• RECORDED INFORMATION:
______
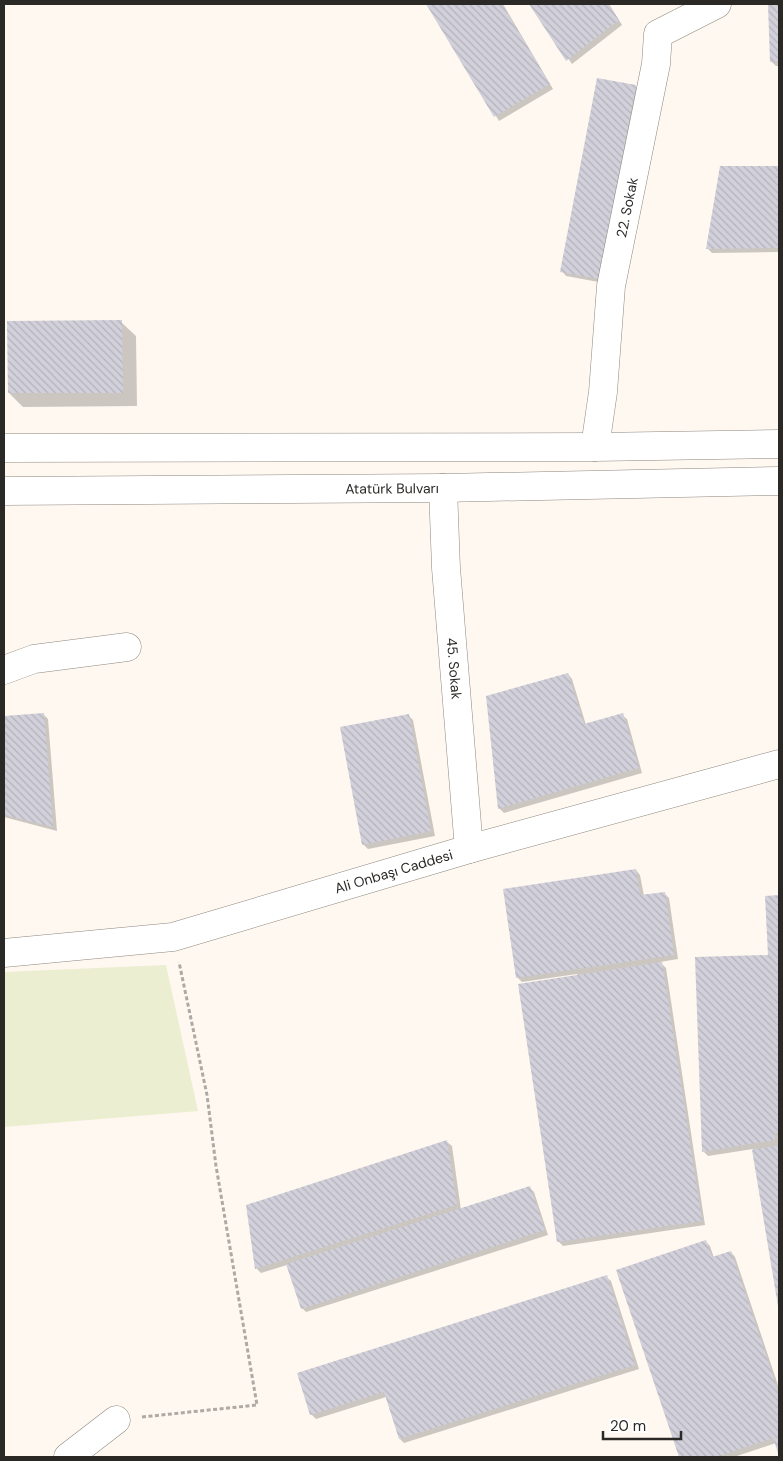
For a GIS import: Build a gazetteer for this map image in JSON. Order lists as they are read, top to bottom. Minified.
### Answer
{"streets":{"street":["22. Sokak","Atatürk Bulvarı","45. Sokak","Ali Onbaşı Caddesi"]},"crossings":[["Atatürk Bulvarı","45. Sokak"],["45. Sokak","Ali Onbaşı Caddesi"]],"scale_bar":"20 m"}
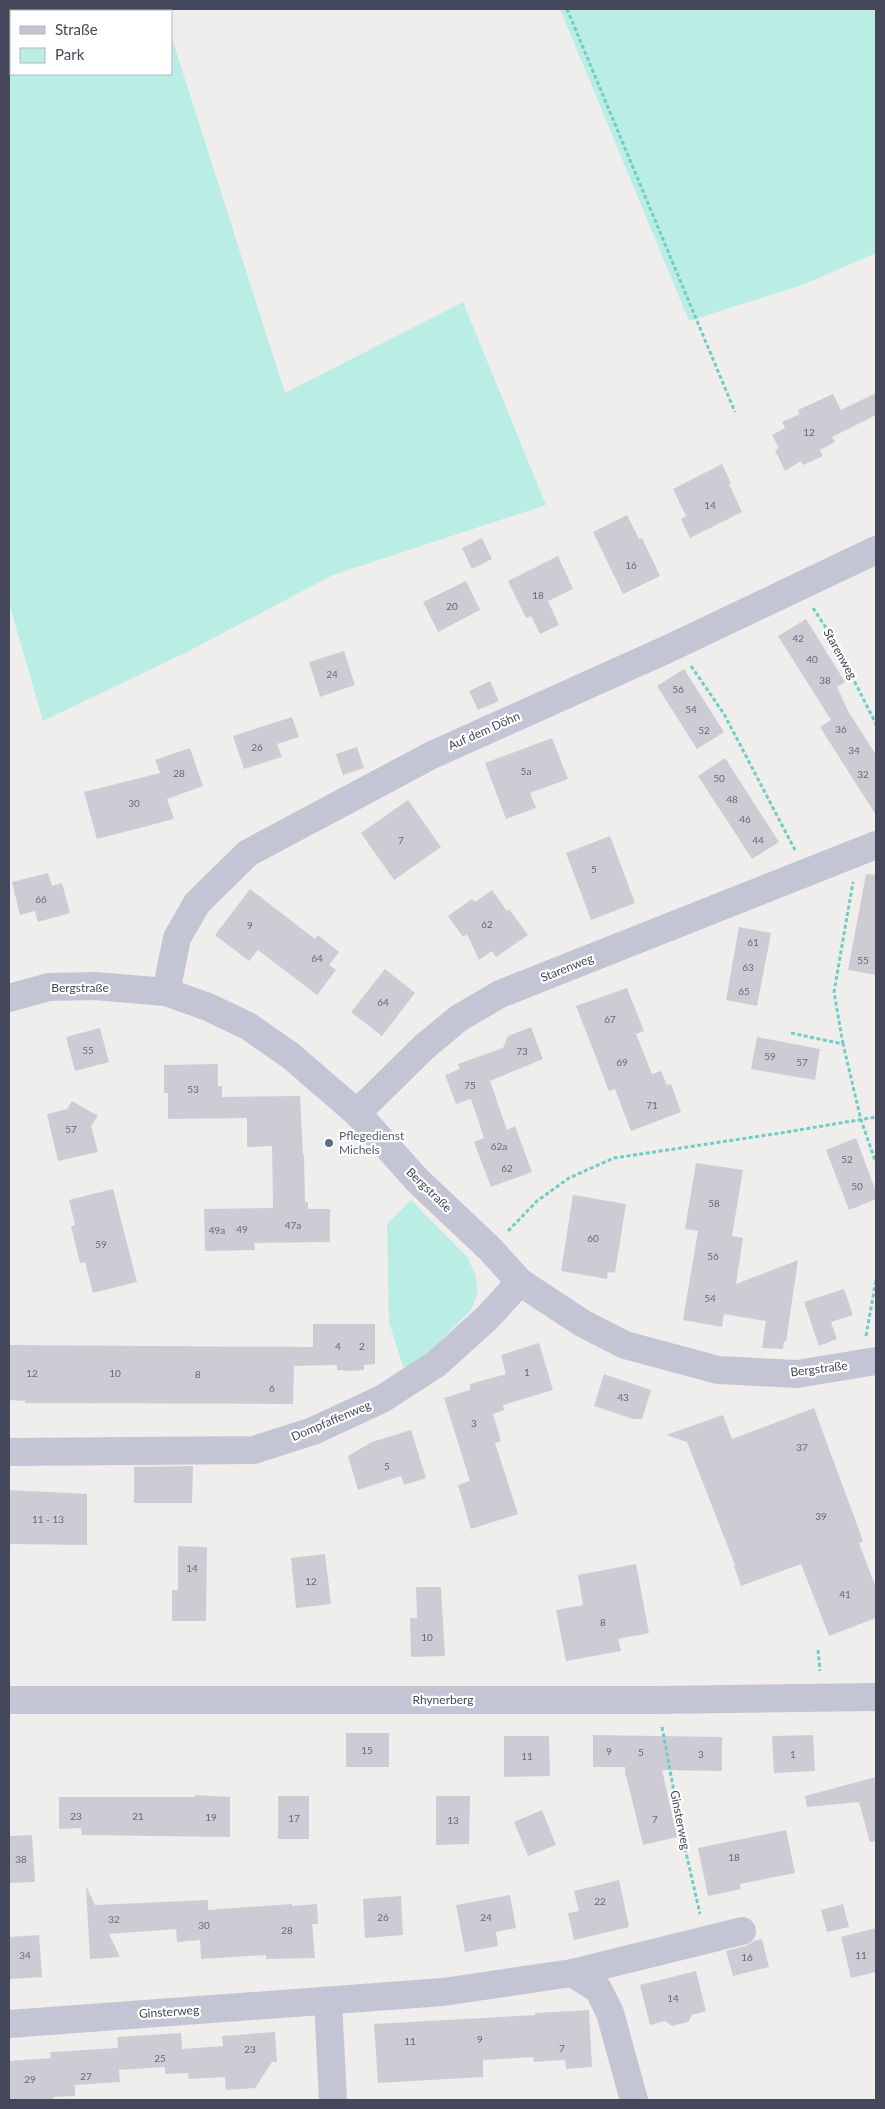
______
• WHAT THIS TASK INVOLVES:
Output all of the data word for word, excluding any pictures.

• REPLY:
For a GIS import: Build a gazetteer for this map image in JSON. Order lists as they are read, top to bottom. Minified.
### Answer
{"streets":{"street":["22. Sokak","Atatürk Bulvarı","45. Sokak","Ali Onbaşı Caddesi"]},"crossings":[["Atatürk Bulvarı","45. Sokak"],["45. Sokak","Ali Onbaşı Caddesi"]],"scale_bar":"20 m"}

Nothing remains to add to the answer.